Ron Hays (Radio Oklahoma Network/KGGF Radio, Oklahoma City, OK) explains conditions that led to this disaster. “Late winter and early spring is always a dangerous time for wildfire in Oklahoma, and after good rainfall last year in northwestern Oklahoma, we had a lot of standing grass that was dry and ready to burn, so it was not a surprise when we got word of these fires in southwest Kansas, northwest Oklahoma and over the line in the northeastern corner of the Texas Panhandle.” But, he added, “The perfect storm that made these fires so dangerous, deadly and costly was the combination of strong winds – first from the south and then from the north, low humidity readings, and the large amount of grass.”  The fire that was called Starbuck began in Oklahoma in Beaver County and spread into Kansas and eventually dipped back into Oklahoma in Harper County. Ron described, “It moved crazy-fast – so fast people simply could not get their cattle and horses out of the way.”
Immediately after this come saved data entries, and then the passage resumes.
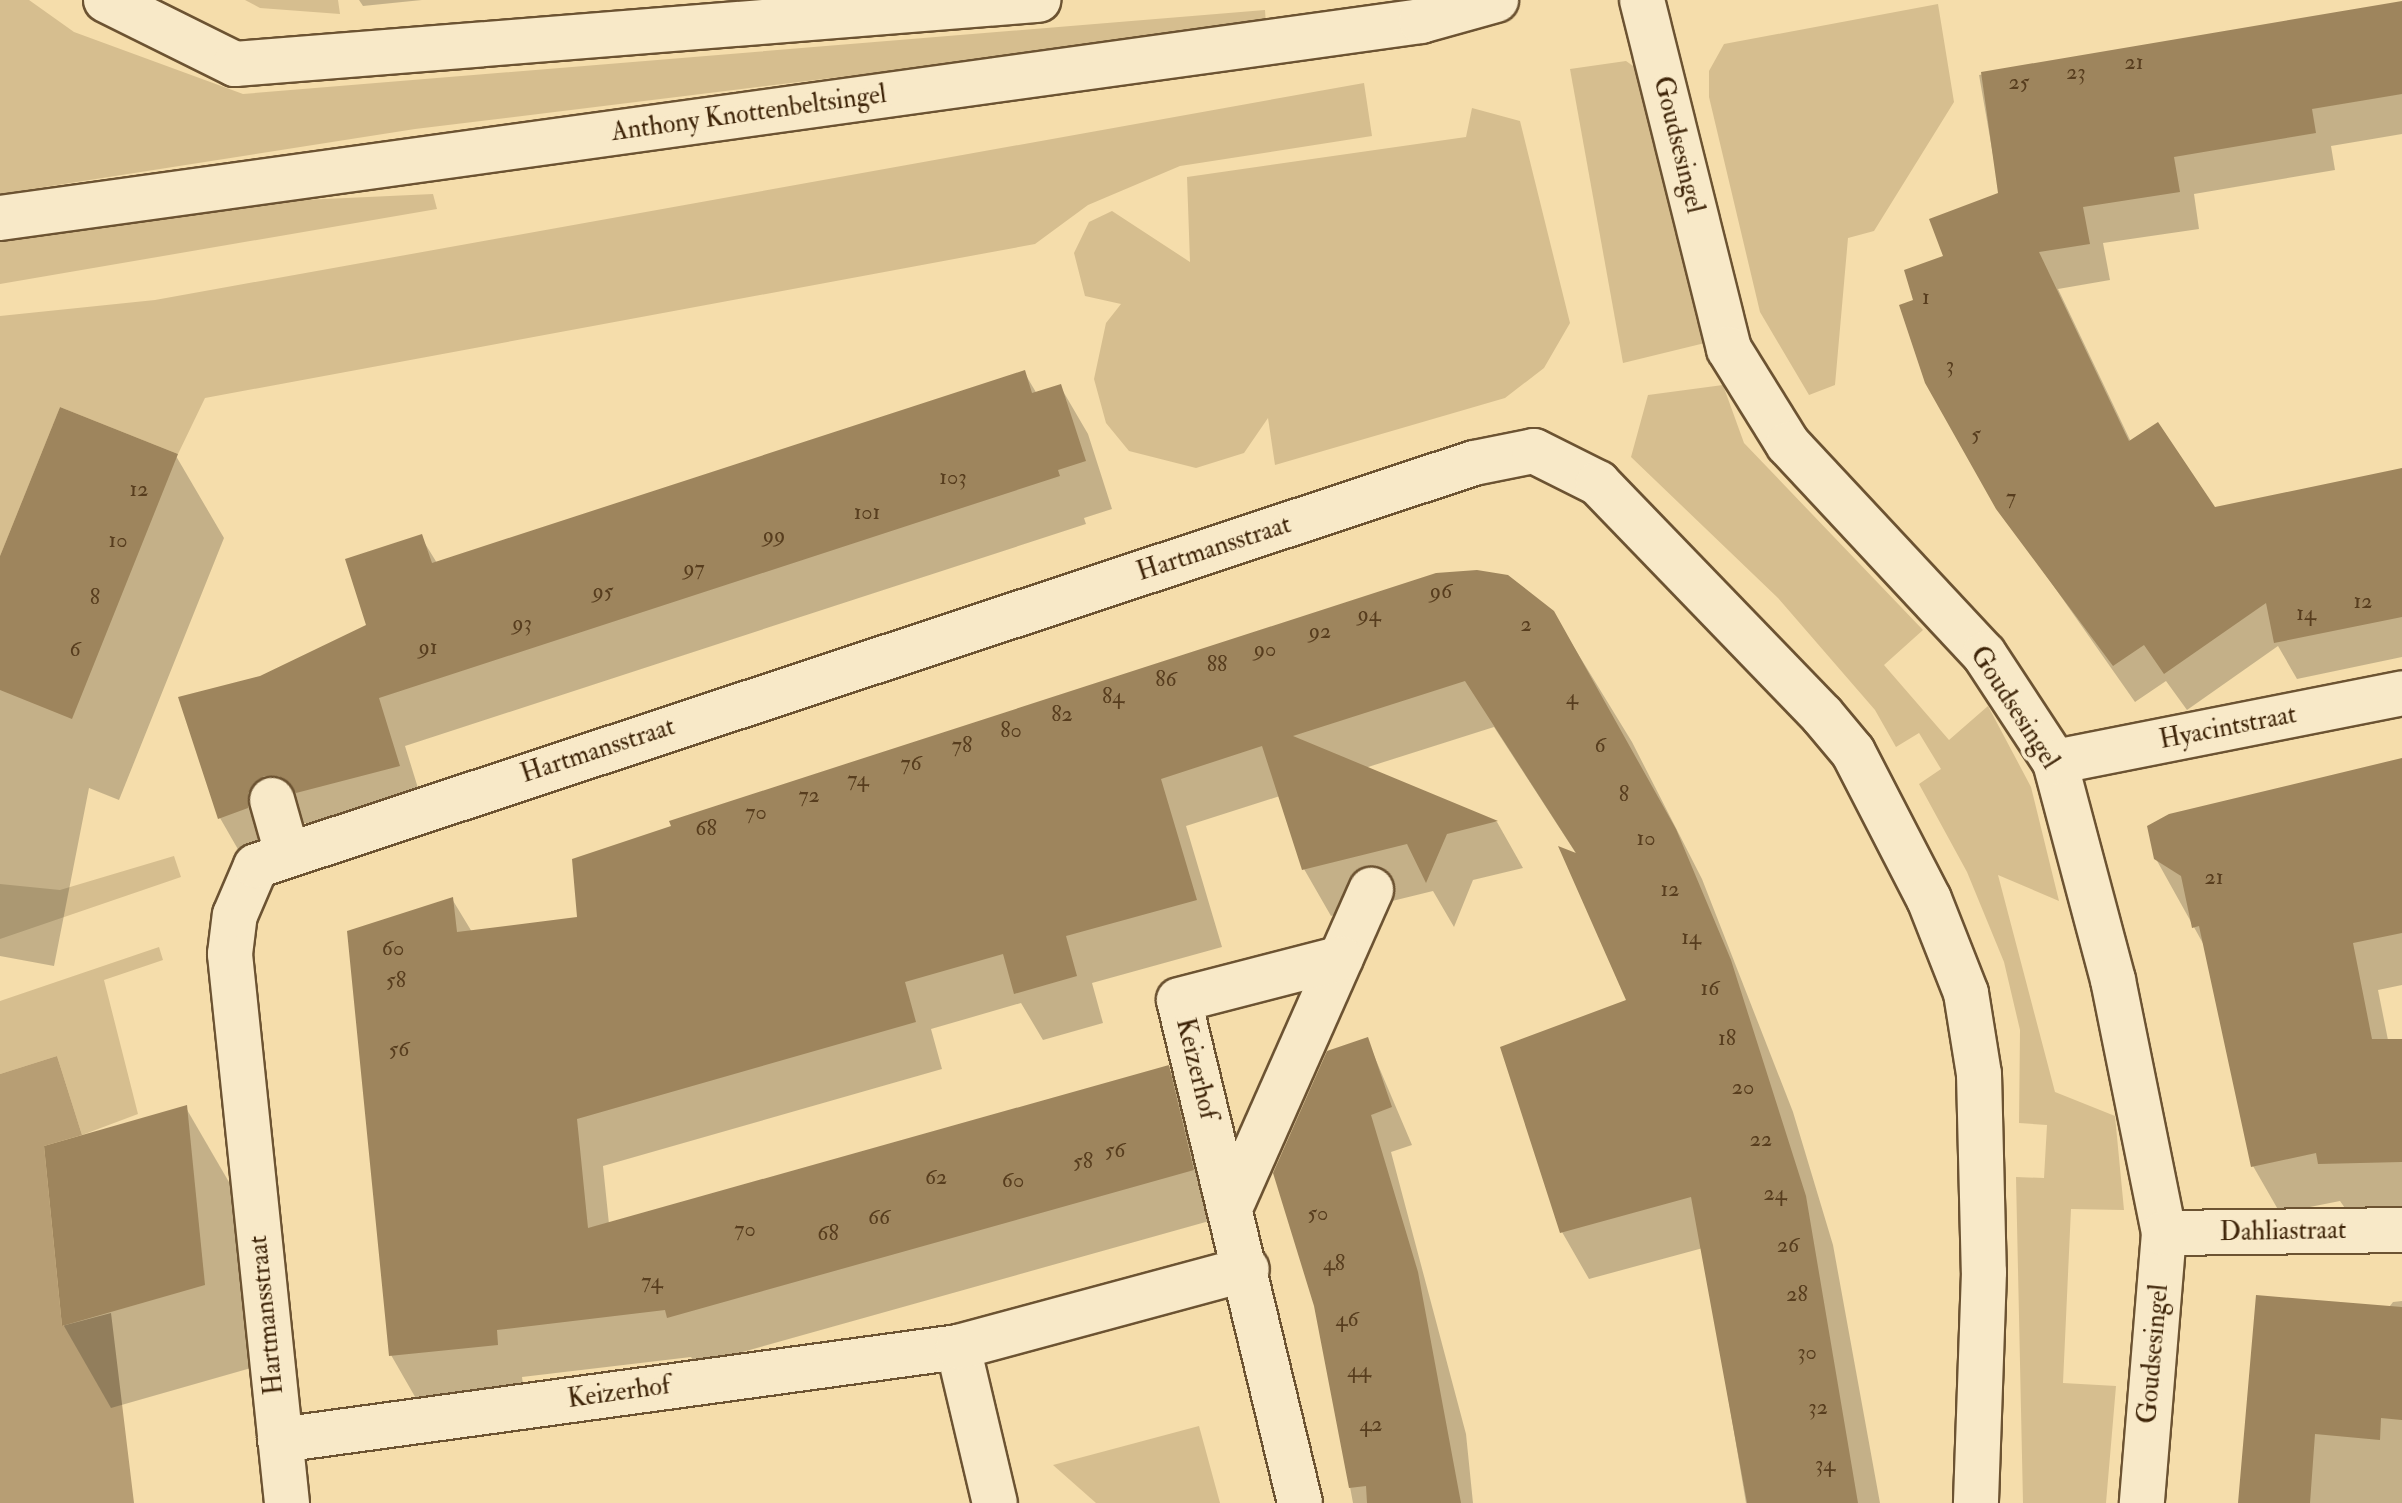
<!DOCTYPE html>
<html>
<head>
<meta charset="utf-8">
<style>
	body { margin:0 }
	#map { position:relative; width:2402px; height:1503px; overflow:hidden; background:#f5ddab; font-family:"IM FELL Double Pica",serif }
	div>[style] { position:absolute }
	.green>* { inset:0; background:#d6be8f }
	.water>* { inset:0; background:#b79e74 }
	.shadow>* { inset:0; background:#0003 }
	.building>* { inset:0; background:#9e855d }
	.roads { filter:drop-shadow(2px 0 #6c5332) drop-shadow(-2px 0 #6c5332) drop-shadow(0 2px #6c5332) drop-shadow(0 -2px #6c5332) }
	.minor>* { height:44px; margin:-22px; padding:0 22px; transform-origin:22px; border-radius:22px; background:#f8e9c8 }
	span { translate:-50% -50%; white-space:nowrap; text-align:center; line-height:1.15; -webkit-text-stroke:8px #f8e9c8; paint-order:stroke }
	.number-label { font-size:22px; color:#573d1e }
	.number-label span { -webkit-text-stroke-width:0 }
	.street-label { font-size:26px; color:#3f2509 }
</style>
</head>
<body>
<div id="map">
	<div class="green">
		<i style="clip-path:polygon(0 0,29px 0,74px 32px,243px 94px,1265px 10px,1266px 25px,415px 129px,0 194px)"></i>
		<i style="clip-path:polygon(245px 0,338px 0,340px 14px,260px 8px)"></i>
		<i style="clip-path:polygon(1938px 4px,1954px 102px,1874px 231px,1848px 238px,1835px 385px,1809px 395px,1760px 312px,1709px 97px,1709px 71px,1724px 44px)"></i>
		<i style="clip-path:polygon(1626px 61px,1656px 82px,1709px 342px,1623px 363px,1570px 69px)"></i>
		<i style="clip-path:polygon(1364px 83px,1372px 136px,1180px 166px,1088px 205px,1035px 244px,205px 398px,178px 454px,60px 407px,0 556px,0 316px,155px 300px)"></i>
		<i style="clip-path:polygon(1472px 108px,1520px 121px,1570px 323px,1544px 368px,1505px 398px,1275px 465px,1268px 418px,1244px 453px,1196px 468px,1129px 451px,1106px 423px,1094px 379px,1106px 323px,1121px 304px,1085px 296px,1074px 253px,1089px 222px,1112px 211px,1190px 262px,1187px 177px,1466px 137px)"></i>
		<i style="clip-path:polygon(433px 194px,437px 209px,0 284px,0 239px,196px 205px)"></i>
		<i style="clip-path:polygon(1723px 385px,1744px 443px,1923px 630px,1884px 665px,1949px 740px,1988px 706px,2031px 787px,2059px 901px,1998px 875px,2055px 1092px,2115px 1116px,2124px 1210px,2071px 1209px,2063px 1383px,2116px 1386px,2106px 1503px,2023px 1503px,2016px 1177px,2044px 1178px,2047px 1125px,2019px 1123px,2020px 1030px,2004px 962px,1967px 872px,1919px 784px,1941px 769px,1919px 733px,1896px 747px,1875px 710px,1778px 598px,1631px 457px,1648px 395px)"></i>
		<i style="clip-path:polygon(174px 856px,181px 877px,0 939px,0 884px,60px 890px)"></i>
		<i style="clip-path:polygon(159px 947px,163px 960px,104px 980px,138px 1114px,82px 1135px,57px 1056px,0 1074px,0 1001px)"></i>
		<i style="clip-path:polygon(1199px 1426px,1220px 1503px,1096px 1503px,1053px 1465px)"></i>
	</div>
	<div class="water">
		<i style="clip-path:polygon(57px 1056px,82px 1135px,44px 1146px,62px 1326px,111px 1313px,134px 1503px,0 1503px,0 1074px)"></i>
	</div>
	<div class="shadow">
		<i style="clip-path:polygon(359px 0,422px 0,363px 6px)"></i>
		<i style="clip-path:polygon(2402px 3px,2402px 134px,2331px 146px,2335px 170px,2194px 194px,2199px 229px,2103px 243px,2110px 280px,2058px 289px,2131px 442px,2214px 509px,2402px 470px,2402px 657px,2297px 679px,2278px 646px,2187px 710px,2166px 681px,2135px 702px,2003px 514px,1916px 301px,2000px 195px,1979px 75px)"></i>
		<i style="clip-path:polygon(1024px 372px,1037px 394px,1060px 386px,1088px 434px,1112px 509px,1084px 518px,1086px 524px,405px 746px,426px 814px,325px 840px,308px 823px,292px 823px,247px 865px,220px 818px,260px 678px,369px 626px,421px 537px,437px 563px)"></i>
		<i style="clip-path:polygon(176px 456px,224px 538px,119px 800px,89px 788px,54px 966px,0 956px,0 561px)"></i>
		<i style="clip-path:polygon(1553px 613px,1632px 742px,1702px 879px,1793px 1112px,1833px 1245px,1880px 1503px,1746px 1503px,1703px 1248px,1589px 1279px,1562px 1232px,1629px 1001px,1577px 855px,1494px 727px,1365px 768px,1497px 822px,1523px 868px,1473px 880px,1454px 927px,1433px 891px,1331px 916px,1304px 869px,1280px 796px,1186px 826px,1222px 947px,1092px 983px,1103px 1023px,1043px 1040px,1021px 1003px,931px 1029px,942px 1069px,603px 1166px,609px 1224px,1168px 1067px,1195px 1114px,1220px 1218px,696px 1365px,691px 1357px,522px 1377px,524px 1392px,418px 1402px,391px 1355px,452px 899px,472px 932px,580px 919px)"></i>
		<i style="clip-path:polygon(2402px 760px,2402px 985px,2378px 990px,2388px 1040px,2402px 1040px,2402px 1210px,2347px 1211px,2340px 1201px,2280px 1213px,2253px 1166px,2205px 947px,2156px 859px,2149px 827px)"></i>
		<i style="clip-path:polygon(1367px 1039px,1412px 1145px,1391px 1152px,1466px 1434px,1473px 1503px,1353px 1503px,1316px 1305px)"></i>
		<i style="clip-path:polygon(186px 1108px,233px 1189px,251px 1368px,111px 1408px,64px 1326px,46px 1147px)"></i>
		<i style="clip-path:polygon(2402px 1301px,2402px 1503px,2240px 1503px,2393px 1302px)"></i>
	</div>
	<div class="building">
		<i style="clip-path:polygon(2402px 1px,2402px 94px,2312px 109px,2316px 133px,2174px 157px,2180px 192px,2083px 207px,2090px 244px,2039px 252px,2129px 441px,2158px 422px,2215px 507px,2402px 468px,2402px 617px,2274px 643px,2266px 603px,2164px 674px,2144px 645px,2113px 666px,1996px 509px,1925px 383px,1899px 305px,1913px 300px,1904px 270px,1943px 256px,1929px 219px,1998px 193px,1981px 72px)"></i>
		<i style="clip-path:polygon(1025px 370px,1032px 393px,1061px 384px,1086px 461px,1058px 470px,1060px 476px,379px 698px,400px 766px,296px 793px,279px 776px,264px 776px,248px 793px,248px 808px,218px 819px,178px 697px,260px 676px,366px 625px,345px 559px,422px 534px,432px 563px)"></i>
		<i style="clip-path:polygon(60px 407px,178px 454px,72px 719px,0 690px,0 556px)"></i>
		<i style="clip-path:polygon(1477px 570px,1508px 575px,1554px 611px,1676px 829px,1731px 960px,1806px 1196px,1858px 1503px,1747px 1503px,1691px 1197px,1560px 1233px,1500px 1047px,1626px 1000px,1558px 846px,1576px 853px,1465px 681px,1293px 736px,1498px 821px,1447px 834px,1426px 883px,1407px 844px,1302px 870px,1262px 746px,1161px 779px,1197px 900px,1066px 936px,1077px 976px,1014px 994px,1003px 954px,905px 982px,916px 1022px,577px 1119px,588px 1228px,1169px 1065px,1194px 1170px,667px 1318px,665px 1310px,497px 1330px,498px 1345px,389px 1356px,347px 931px,453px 897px,457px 932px,577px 917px,572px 859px,671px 826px,669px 821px,1436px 573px)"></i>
		<i style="clip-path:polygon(2402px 758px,2402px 933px,2353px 943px,2372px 1039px,2402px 1039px,2402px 1162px,2318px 1164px,2316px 1153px,2251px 1167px,2199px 926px,2192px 928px,2181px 876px,2154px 859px,2147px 826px,2169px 814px)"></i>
		<i style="clip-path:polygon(1368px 1037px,1392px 1107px,1371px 1115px,1418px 1272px,1461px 1503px,1367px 1503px,1366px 1486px,1349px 1488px,1314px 1306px,1273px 1173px,1327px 1051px)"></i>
		<i style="clip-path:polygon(187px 1105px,205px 1285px,62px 1326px,44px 1146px)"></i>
		<i style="clip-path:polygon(2256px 1295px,2402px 1307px,2402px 1420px,2381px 1418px,2380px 1440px,2315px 1434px,2310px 1503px,2238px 1503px)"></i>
	</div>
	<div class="roads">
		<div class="minor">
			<i style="left:106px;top:0;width:144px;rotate:26.4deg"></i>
			<i style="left:235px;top:64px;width:806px;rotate:-4.56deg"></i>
			<i style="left:1642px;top:0;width:360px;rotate:76deg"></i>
			<i style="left:1729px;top:349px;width:112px;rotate:58.2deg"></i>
			<i style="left:1788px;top:444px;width:287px;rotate:47deg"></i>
			<i style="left:1984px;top:654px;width:129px;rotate:56.7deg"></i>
			<i style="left:2055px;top:762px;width:226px;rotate:75.1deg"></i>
			<i style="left:2113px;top:980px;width:258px;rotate:78.6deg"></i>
			<i style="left:2164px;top:1233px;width:271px;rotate:94.7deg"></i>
			<i style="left:0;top:218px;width:1435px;rotate:-7.89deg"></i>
			<i style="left:1421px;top:21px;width:78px;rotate:-15.6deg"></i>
			<i style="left:2055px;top:762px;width:354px;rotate:-11.2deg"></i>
			<i style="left:272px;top:800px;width:55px;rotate:74.2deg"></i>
			<i style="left:1231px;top:1206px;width:346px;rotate:-66.1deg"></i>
			<i style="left:2164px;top:1233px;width:238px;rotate:-0.7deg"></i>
			<i style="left:958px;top:1347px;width:160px;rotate:76.7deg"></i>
			<i style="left:280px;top:1440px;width:684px;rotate:-7.81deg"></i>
			<i style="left:958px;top:1347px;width:299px;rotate:-15.1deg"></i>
			<i style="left:287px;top:1503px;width:552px;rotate:-95.93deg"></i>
			<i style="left:230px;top:954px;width:39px;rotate:-83deg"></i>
			<i style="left:235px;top:915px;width:53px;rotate:-66.8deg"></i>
			<i style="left:256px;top:866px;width:1283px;rotate:-18.31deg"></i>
			<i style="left:1474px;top:463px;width:61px;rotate:-11.3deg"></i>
			<i style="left:1534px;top:451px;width:72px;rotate:26.6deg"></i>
			<i style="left:1598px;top:483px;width:322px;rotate:46deg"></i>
			<i style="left:1822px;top:715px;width:48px;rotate:50deg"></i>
			<i style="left:1853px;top:752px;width:165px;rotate:62.7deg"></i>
			<i style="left:1929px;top:899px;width:101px;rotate:68.5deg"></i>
			<i style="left:1966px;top:993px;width:82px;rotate:80.9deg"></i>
			<i style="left:1979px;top:1074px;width:198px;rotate:88.6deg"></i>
			<i style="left:1984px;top:1272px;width:231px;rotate:92deg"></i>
			<i style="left:1300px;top:1503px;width:517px;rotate:-103.53deg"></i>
			<i style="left:1179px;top:1000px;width:167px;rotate:-14.5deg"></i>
		</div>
	</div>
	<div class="number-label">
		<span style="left:2134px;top:63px">21</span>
		<span style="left:2076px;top:73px">23</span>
		<span style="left:2019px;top:83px">25</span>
		<span style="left:1926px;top:298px">1</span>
		<span style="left:1950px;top:366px">3</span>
		<span style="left:1976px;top:435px">5</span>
		<span style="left:953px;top:478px">103</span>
		<span style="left:139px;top:490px">12</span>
		<span style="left:2011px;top:498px">7</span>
		<span style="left:867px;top:513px">101</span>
		<span style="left:774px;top:536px">99</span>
		<span style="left:118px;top:541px">10</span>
		<span style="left:694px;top:569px">97</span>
		<span style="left:603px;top:592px">95</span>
		<span style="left:1441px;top:592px">96</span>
		<span style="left:95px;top:598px">8</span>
		<span style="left:2363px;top:602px">12</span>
		<span style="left:2306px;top:614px">14</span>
		<span style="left:1369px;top:615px">94</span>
		<span style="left:522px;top:624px">93</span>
		<span style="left:1526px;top:625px">2</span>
		<span style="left:1320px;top:632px">92</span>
		<span style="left:428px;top:648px">91</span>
		<span style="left:75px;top:650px">6</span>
		<span style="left:1265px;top:650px">90</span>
		<span style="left:1217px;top:665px">88</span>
		<span style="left:1166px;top:680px">86</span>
		<span style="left:1113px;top:697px">84</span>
		<span style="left:1572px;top:698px">4</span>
		<span style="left:1062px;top:715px">82</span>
		<span style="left:1011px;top:731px">80</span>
		<span style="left:962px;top:746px">78</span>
		<span style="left:1600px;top:746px">6</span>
		<span style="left:911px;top:764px">76</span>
		<span style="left:858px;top:780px">74</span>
		<span style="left:1624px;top:795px">8</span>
		<span style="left:809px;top:796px">72</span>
		<span style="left:756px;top:813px">70</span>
		<span style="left:706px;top:829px">68</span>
		<span style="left:1646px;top:839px">10</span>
		<span style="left:2214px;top:878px">21</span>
		<span style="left:1670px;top:890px">12</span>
		<span style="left:1691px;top:938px">14</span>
		<span style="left:393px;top:949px">60</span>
		<span style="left:396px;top:981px">58</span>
		<span style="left:1710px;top:989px">16</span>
		<span style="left:1727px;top:1039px">18</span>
		<span style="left:399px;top:1050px">56</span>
		<span style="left:1743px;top:1088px">20</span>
		<span style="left:1761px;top:1140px">22</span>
		<span style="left:1115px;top:1151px">56</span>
		<span style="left:1083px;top:1162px">58</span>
		<span style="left:936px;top:1178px">62</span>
		<span style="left:1013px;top:1181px">60</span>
		<span style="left:1775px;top:1194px">24</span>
		<span style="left:1318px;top:1214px">50</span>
		<span style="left:879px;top:1218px">66</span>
		<span style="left:745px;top:1230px">70</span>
		<span style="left:828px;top:1234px">68</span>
		<span style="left:1788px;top:1246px">26</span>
		<span style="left:1334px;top:1264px">48</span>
		<span style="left:652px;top:1282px">74</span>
		<span style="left:1797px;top:1295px">28</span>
		<span style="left:1347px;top:1320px">46</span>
		<span style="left:1807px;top:1353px">30</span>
		<span style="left:1359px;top:1371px">44</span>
		<span style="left:1818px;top:1408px">32</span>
		<span style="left:1371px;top:1425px">42</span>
		<span style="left:1825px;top:1465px">34</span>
	</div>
	<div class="street-label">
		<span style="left:749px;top:114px;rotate:-8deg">Anthony Knottenbeltsingel</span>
		<span style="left:1678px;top:145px;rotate:76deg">Goudsesingel</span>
		<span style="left:1214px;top:549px;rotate:-18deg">Hartmansstraat</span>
		<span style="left:2014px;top:708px;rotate:57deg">Goudsesingel</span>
		<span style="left:2228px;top:728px;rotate:-11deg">Hyacintstraat</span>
		<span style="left:598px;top:751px;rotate:-18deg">Hartmansstraat</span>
		<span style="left:1196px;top:1069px;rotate:76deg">Keizerhof</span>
		<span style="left:2283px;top:1232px;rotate:-1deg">Dahliastraat</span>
		<span style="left:267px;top:1315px;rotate:-96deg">Hartmansstraat</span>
		<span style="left:2154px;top:1354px;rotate:-85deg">Goudsesingel</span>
		<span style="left:619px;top:1393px;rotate:-8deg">Keizerhof</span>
	</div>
</div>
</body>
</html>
The fire was burning “hard and fast” the night of March 6. By March 9, most of the damage was done. “It was horrific. More than 500,000 acres in Kansas, more than 300,000 acres in Oklahoma and about that much more in the  corner of the Texas Panhandle.” The official count remains about 3,000 cattle killed in Oklahoma, 4,000 sows and a lot of baby pigs at the Smithfield Farm (shown to the left) that sits on the Oklahoma-Kansas state line just south of Ashland, KS. Also, more than 1,100 miles of fence, waterers, corrals, outbuildings and a few houses were destroyed. Oklahoma State University estimates more than $16 million in losses. Ron said, “That is a lowball figure, and I would guess double that because the figure does not really account for the loss of income for the several hundred ranchers impacted.” He concludes, “The relief effort has been amazing. Local heroes have emerged to lead the relief efforts in the area, but the need is great, and it will be there for a while. Rain arrived the last weekend of March and that will speed up the regrowth, but recovery will be slower.”

Within two weeks of the fire devastation, the re-greening
of the landscapes was underway.


Fire damage to the Barby Ranch in Beaver County.